WHAT IS BEING ASKED
What is needed is an exact copy of every entry below, minus the images.

PROVIDED ENTRIES
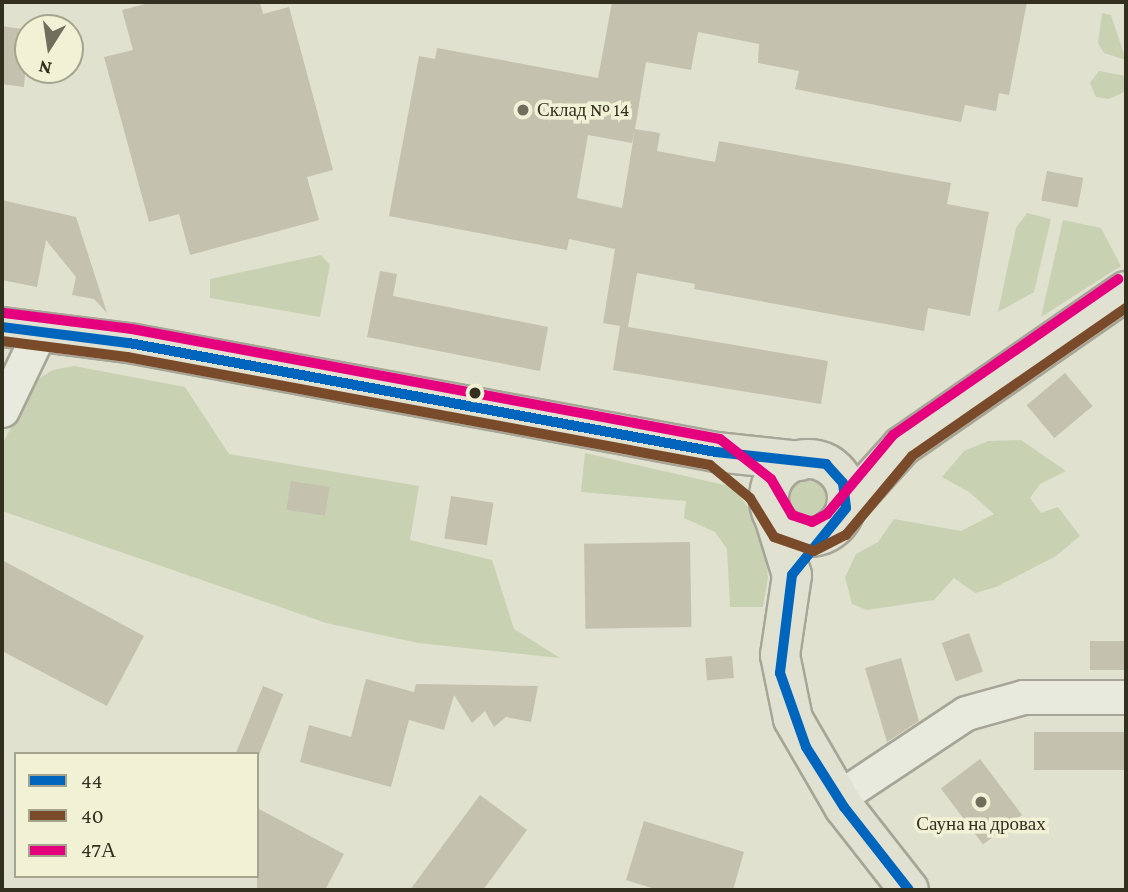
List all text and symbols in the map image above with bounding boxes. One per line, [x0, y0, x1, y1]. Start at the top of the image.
north arrow [14, 14, 84, 84]
text: N [36, 56, 53, 80]
place label: Склад № 14 [537, 99, 630, 121]
marker: Склад № 14 [515, 102, 531, 118]
unlabelled marker [468, 386, 482, 400]
legend [14, 752, 259, 878]
text: 44 [81, 769, 102, 793]
marker: Сауна на дровах [973, 794, 989, 810]
text: 40 [81, 804, 104, 828]
place label: Сауна на дровах [916, 813, 1046, 835]
text: 47А [81, 838, 116, 862]

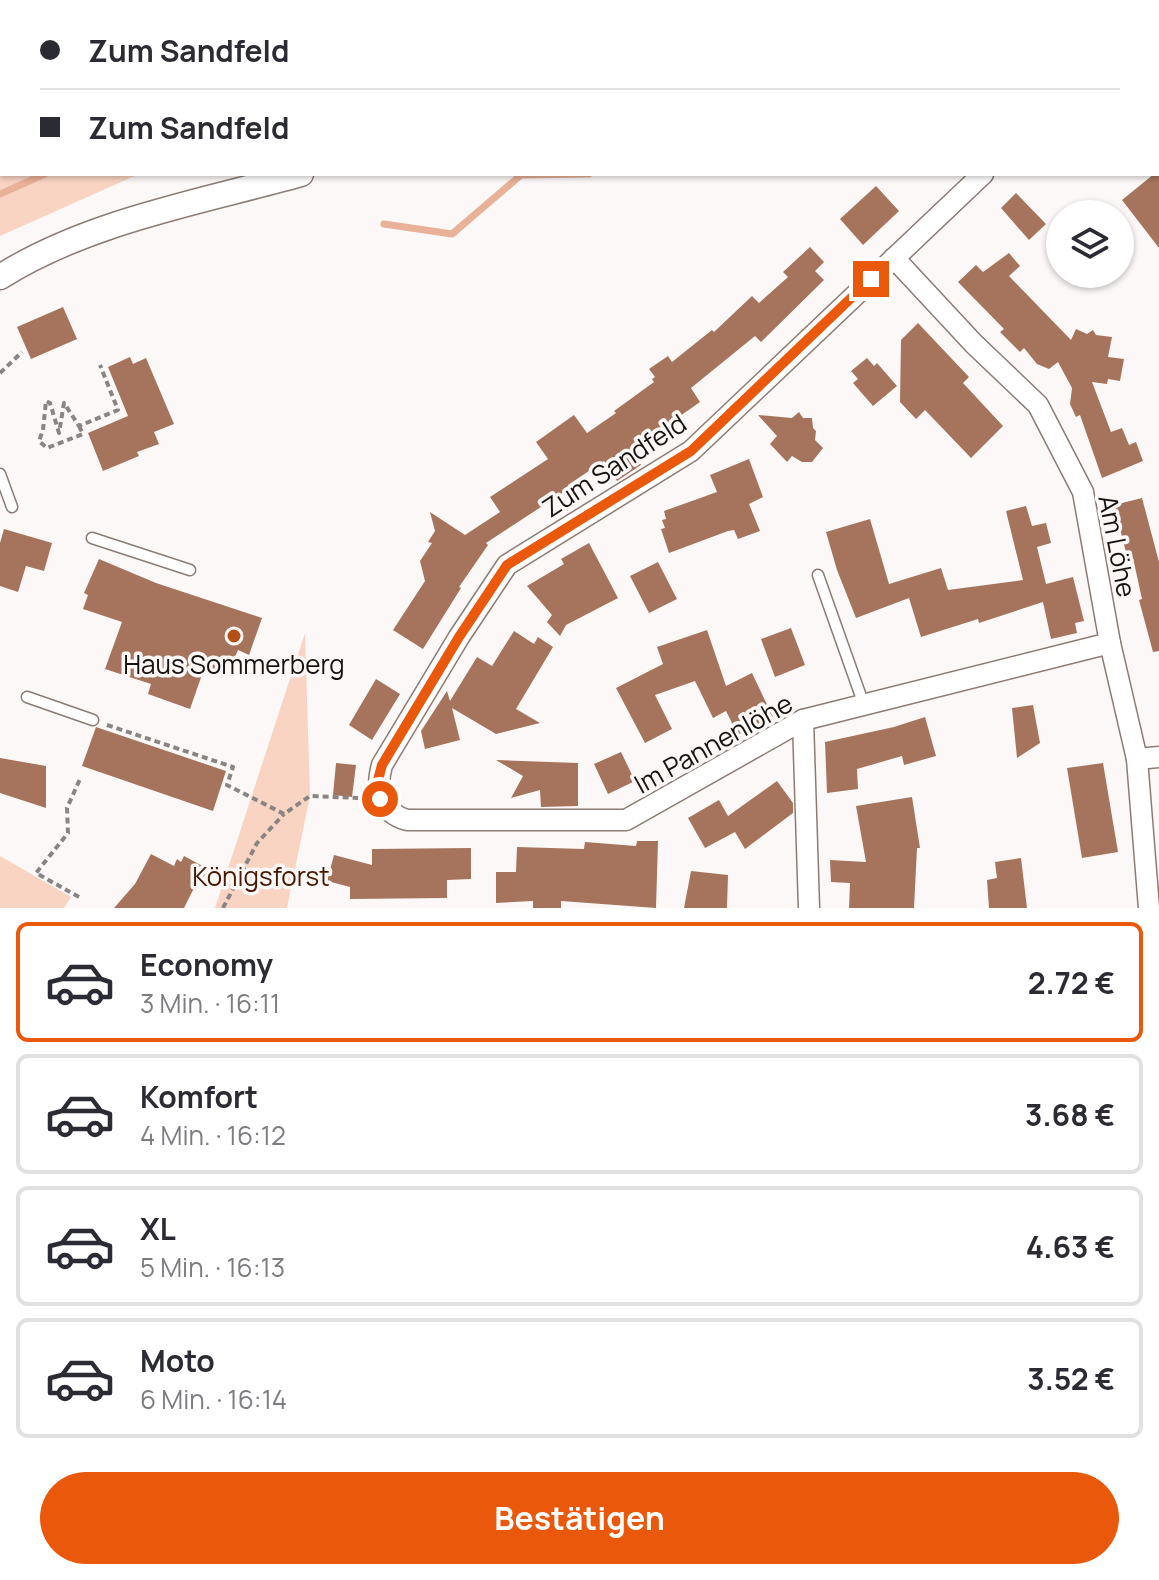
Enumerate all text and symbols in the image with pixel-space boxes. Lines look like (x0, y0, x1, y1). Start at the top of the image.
text: Zum Sandfeld (88, 30, 289, 71)
text: Zum Sandfeld (88, 107, 289, 148)
map controls (1046, 200, 1134, 288)
button: layers (1046, 200, 1134, 288)
route end (853, 261, 889, 297)
street label: Zum Sandfeld (535, 405, 693, 525)
street label: Am Löhe (1091, 492, 1145, 600)
marker: Haus Sommerberg (225, 627, 243, 645)
place label: Haus Sommerberg (123, 646, 345, 682)
street label: Im Pannenlöhe (627, 685, 799, 801)
route start (362, 781, 398, 817)
park label: Königsforst (192, 858, 330, 894)
text: Economy (140, 944, 273, 985)
icon: car (44, 946, 116, 1018)
text: 2.72 € (1028, 962, 1115, 1003)
text: 3 Min. · 16:11 (140, 985, 280, 1021)
text: Komfort (140, 1076, 258, 1117)
icon: car (44, 1078, 116, 1150)
text: 3.68 € (1025, 1094, 1115, 1135)
text: 4 Min. · 16:12 (140, 1117, 286, 1153)
text: XL (140, 1208, 176, 1249)
icon: car (44, 1210, 116, 1282)
text: 4.63 € (1026, 1226, 1115, 1267)
text: 5 Min. · 16:13 (140, 1249, 285, 1285)
text: Moto (140, 1340, 215, 1381)
icon: car (44, 1342, 116, 1414)
text: 3.52 € (1027, 1358, 1115, 1399)
text: 6 Min. · 16:14 (140, 1381, 287, 1417)
button: Bestätigen (40, 1472, 1119, 1564)

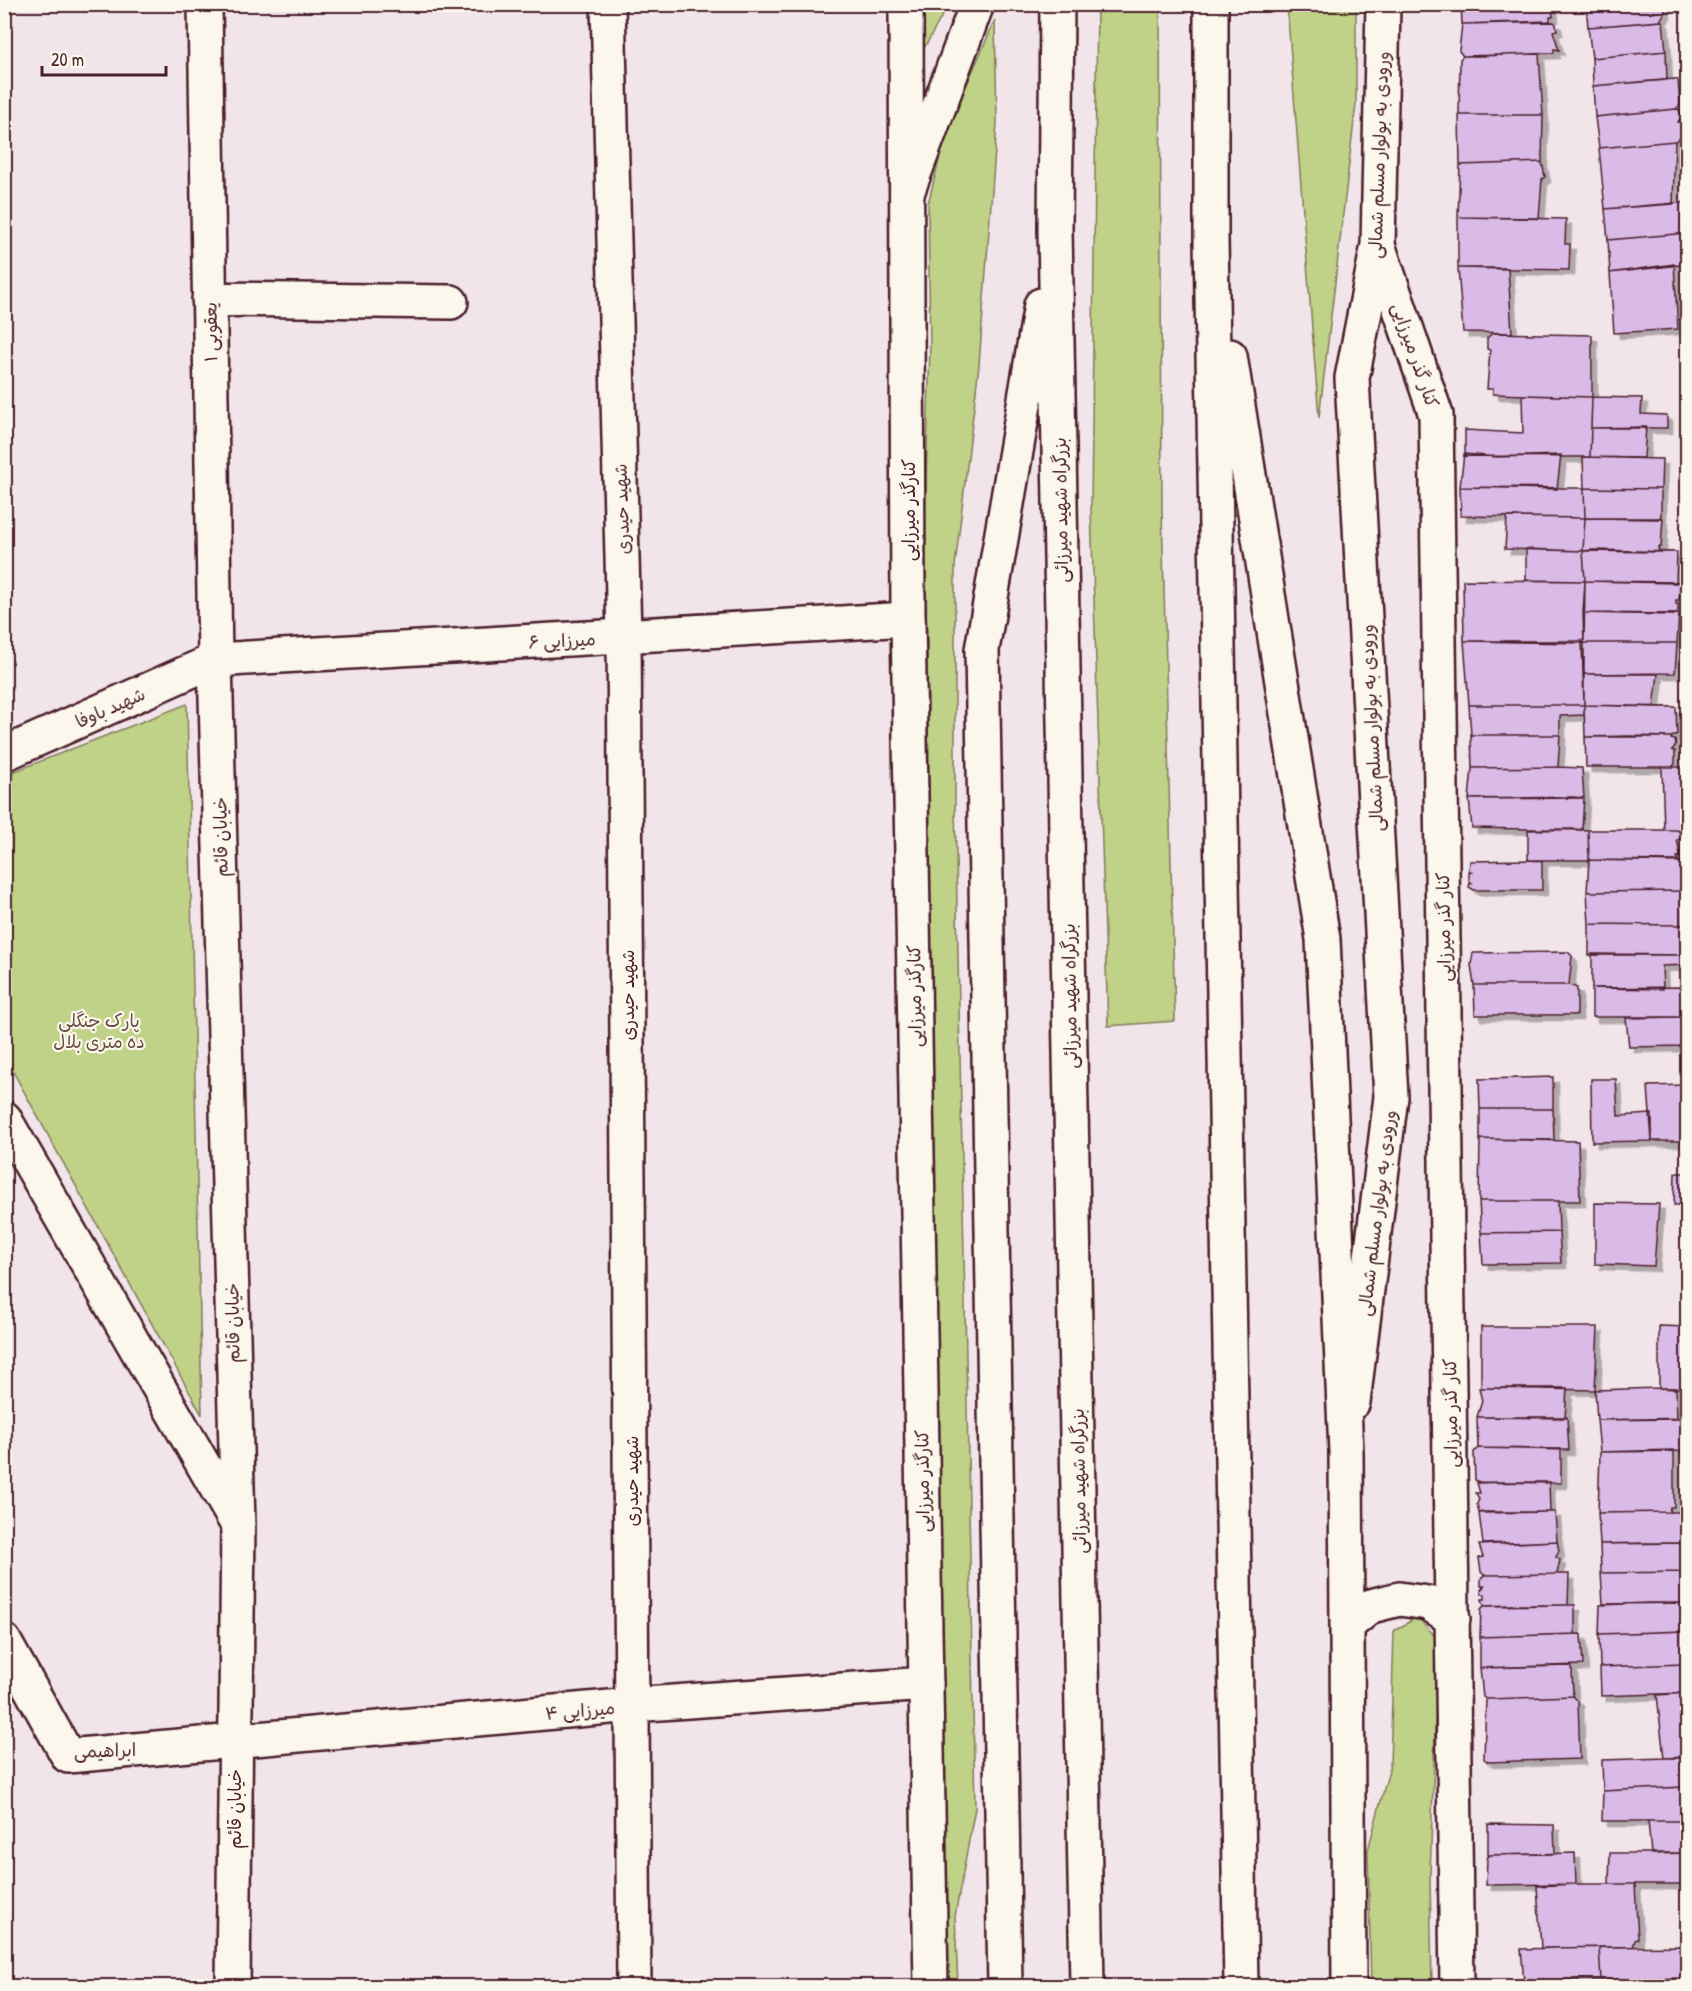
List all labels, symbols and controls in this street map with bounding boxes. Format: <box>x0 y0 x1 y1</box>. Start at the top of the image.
scale bar <box>42 39 166 77</box>
text: 20 m <box>51 47 84 72</box>
street label: ورودی به بولوار مسلم شمالی <box>1362 51 1396 259</box>
street label: کنار گذر میرزایی <box>1386 299 1446 411</box>
street label: یعقوبی ۱ <box>197 302 223 362</box>
street label: بزرگراه شهید میرزائی <box>1046 437 1074 583</box>
street label: کنارگذر میرزایی <box>896 459 921 561</box>
street label: شهید حیدری <box>607 463 635 555</box>
street label: ورودی به بولوار مسلم شمالی <box>1353 624 1391 832</box>
street label: میرزایی ۶ <box>528 626 596 654</box>
street label: شهید باوفا <box>71 681 149 733</box>
street label: خیابان قائم <box>207 797 235 877</box>
street label: کنار گذر میرزایی <box>1430 872 1456 982</box>
street label: بزرگراه شهید میرزائی <box>1055 923 1083 1069</box>
street label: کنارگذر میرزایی <box>901 944 927 1047</box>
street label: شهید حیدری <box>615 949 640 1041</box>
park label: پارک جنگلی ده متری بلال <box>53 1008 145 1054</box>
street label: ورودی به بولوار مسلم شمالی <box>1351 1108 1403 1318</box>
street label: خیابان قائم <box>219 1283 247 1363</box>
street label: کنار گذر میرزایی <box>1437 1358 1463 1468</box>
street label: بزرگراه شهید میرزائی <box>1064 1408 1092 1554</box>
street label: کنارگذر میرزایی <box>909 1429 935 1532</box>
street label: شهید حیدری <box>619 1435 644 1527</box>
street label: میرزایی ۴ <box>544 1694 616 1726</box>
street label: ابراهیمی <box>73 1736 137 1764</box>
street label: خیابان قائم <box>222 1769 249 1849</box>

SOLUTION FOR THIS TASK
List all text and symbols in the map image above with bounding boxes. One per line, [x0, y0, x1, y1]. Start at the top of the image.
north arrow [14, 14, 84, 84]
text: N [36, 56, 53, 80]
place label: Склад № 14 [537, 99, 630, 121]
marker: Склад № 14 [515, 102, 531, 118]
unlabelled marker [468, 386, 482, 400]
legend [14, 752, 259, 878]
text: 44 [81, 769, 102, 793]
marker: Сауна на дровах [973, 794, 989, 810]
text: 40 [81, 804, 104, 828]
place label: Сауна на дровах [916, 813, 1046, 835]
text: 47А [81, 838, 116, 862]

Enumerate all text and symbols in the image with pixel-space boxes. Lines look like (x0, y0, x1, y1). Start at the top of the image.
text: Zum Sandfeld (88, 30, 289, 71)
text: Zum Sandfeld (88, 107, 289, 148)
map controls (1046, 200, 1134, 288)
button: layers (1046, 200, 1134, 288)
route end (853, 261, 889, 297)
street label: Zum Sandfeld (535, 405, 693, 525)
street label: Am Löhe (1091, 492, 1145, 600)
marker: Haus Sommerberg (225, 627, 243, 645)
place label: Haus Sommerberg (123, 646, 345, 682)
street label: Im Pannenlöhe (627, 685, 799, 801)
route start (362, 781, 398, 817)
park label: Königsforst (192, 858, 330, 894)
text: Economy (140, 944, 273, 985)
icon: car (44, 946, 116, 1018)
text: 2.72 € (1028, 962, 1115, 1003)
text: 3 Min. · 16:11 (140, 985, 280, 1021)
text: Komfort (140, 1076, 258, 1117)
icon: car (44, 1078, 116, 1150)
text: 3.68 € (1025, 1094, 1115, 1135)
text: 4 Min. · 16:12 (140, 1117, 286, 1153)
text: XL (140, 1208, 176, 1249)
icon: car (44, 1210, 116, 1282)
text: 4.63 € (1026, 1226, 1115, 1267)
text: 5 Min. · 16:13 (140, 1249, 285, 1285)
text: Moto (140, 1340, 215, 1381)
icon: car (44, 1342, 116, 1414)
text: 3.52 € (1027, 1358, 1115, 1399)
text: 6 Min. · 16:14 (140, 1381, 287, 1417)
button: Bestätigen (40, 1472, 1119, 1564)

List all labels, symbols and controls in this street map with bounding boxes. Format: <box>x0 y0 x1 y1</box>. Start at the top of the image.
scale bar <box>42 39 166 77</box>
text: 20 m <box>51 47 84 72</box>
street label: ورودی به بولوار مسلم شمالی <box>1362 51 1396 259</box>
street label: کنار گذر میرزایی <box>1386 299 1446 411</box>
street label: یعقوبی ۱ <box>197 302 223 362</box>
street label: بزرگراه شهید میرزائی <box>1046 437 1074 583</box>
street label: کنارگذر میرزایی <box>896 459 921 561</box>
street label: شهید حیدری <box>607 463 635 555</box>
street label: ورودی به بولوار مسلم شمالی <box>1353 624 1391 832</box>
street label: میرزایی ۶ <box>528 626 596 654</box>
street label: شهید باوفا <box>71 681 149 733</box>
street label: خیابان قائم <box>207 797 235 877</box>
street label: کنار گذر میرزایی <box>1430 872 1456 982</box>
street label: بزرگراه شهید میرزائی <box>1055 923 1083 1069</box>
street label: کنارگذر میرزایی <box>901 944 927 1047</box>
street label: شهید حیدری <box>615 949 640 1041</box>
park label: پارک جنگلی ده متری بلال <box>53 1008 145 1054</box>
street label: ورودی به بولوار مسلم شمالی <box>1351 1108 1403 1318</box>
street label: خیابان قائم <box>219 1283 247 1363</box>
street label: کنار گذر میرزایی <box>1437 1358 1463 1468</box>
street label: بزرگراه شهید میرزائی <box>1064 1408 1092 1554</box>
street label: کنارگذر میرزایی <box>909 1429 935 1532</box>
street label: شهید حیدری <box>619 1435 644 1527</box>
street label: میرزایی ۴ <box>544 1694 616 1726</box>
street label: ابراهیمی <box>73 1736 137 1764</box>
street label: خیابان قائم <box>222 1769 249 1849</box>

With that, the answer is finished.